Presented by Next Door Theater Company
Music and lyrics by Jason Robert Brown
Directed by Steve Black
Music Direction by Dan Rodriguez
Review by Danielle Rosvally
The only thing better than seeing a small theatre company be successful is to see it do so because it knows itself. The Last Five Years simply triumphs at Next Door Theatre Company; and you’ll want to be its neighbor before it disappears.
The Last Five Years is an elegant piece which requires equal grace to accomplish: minimalistic sets, simple but effective lighting, and indicative costumes. The real thing that drives this show is talent and the cast at Next Door has it in spades. Sarah Leary and Jared Walsh carry the two-man piece with gusto and humor. Walsh is simply adorkable as writer Jaime and Leary manages the sweetness of Cathy while still giving her that “crazy eyes” edge she needs to fuel the plot.
A live orchestra conducted by Dan Rodriguez rounds out the soundscape. This was actually part of the trouble: since the mics were minimal in this production, levels were nearly impossible to achieve. Unfortunately, the orchestra often drowned out Leary’s sweet voice in her more tender moments (Walsh even had a tough time of it now and again). The simple fact is that a chamber orchestra will play louder than the human voice in a blackbox theatre. If those levels could be resolved, the piece would greatly benefit.
The only other tiny flaw I could spot was a design deficiency; the set consisted of two doorways stretching out from either wing.

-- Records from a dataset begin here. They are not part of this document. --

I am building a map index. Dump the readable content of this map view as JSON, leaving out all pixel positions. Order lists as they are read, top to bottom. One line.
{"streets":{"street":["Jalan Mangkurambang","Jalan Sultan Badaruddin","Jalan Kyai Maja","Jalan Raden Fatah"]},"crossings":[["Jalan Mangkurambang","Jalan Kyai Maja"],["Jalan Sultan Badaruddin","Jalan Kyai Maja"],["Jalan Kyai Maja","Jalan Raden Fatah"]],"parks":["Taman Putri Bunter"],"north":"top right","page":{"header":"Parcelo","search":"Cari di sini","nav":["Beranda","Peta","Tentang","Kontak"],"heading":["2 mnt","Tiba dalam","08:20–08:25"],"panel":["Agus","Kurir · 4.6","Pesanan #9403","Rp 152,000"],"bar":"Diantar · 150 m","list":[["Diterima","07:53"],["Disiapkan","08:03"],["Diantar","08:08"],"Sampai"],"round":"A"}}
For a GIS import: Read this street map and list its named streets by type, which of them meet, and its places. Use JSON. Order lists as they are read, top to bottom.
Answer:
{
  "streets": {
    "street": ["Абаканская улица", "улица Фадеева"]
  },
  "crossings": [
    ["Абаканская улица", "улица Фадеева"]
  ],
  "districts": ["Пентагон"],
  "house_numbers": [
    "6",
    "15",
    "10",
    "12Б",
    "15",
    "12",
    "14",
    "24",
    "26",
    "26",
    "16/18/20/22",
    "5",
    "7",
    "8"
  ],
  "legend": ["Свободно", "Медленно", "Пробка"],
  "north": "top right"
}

Unfortunately, the masking on these doorways didn’t stretch far enough into the wing. As a direct result, you can spot the actors moving backstage at certain points of the show; it was prominent enough to distract from the onstage action (mostly because the onstage action required a great deal of focus to maintain).
But the staging is dynamic (which is difficult to do with this show), the music is fun, and the stage pictures are elegant and graceful.
The Last Five Years is a show about being human and the flaws that make loving humans difficult. It’s a show about art and making art and the things that make that hard. It’s a show about the way our choices affect our loved ones. And, above all, it’s a show about falling in love.
It’s a show you need to see. At a pithy hour and twenty minutes with no intermission, it’s a show you can make time to see. Go support theatre in Winchester; and enjoy blackbox stages the way they were meant to be played upon.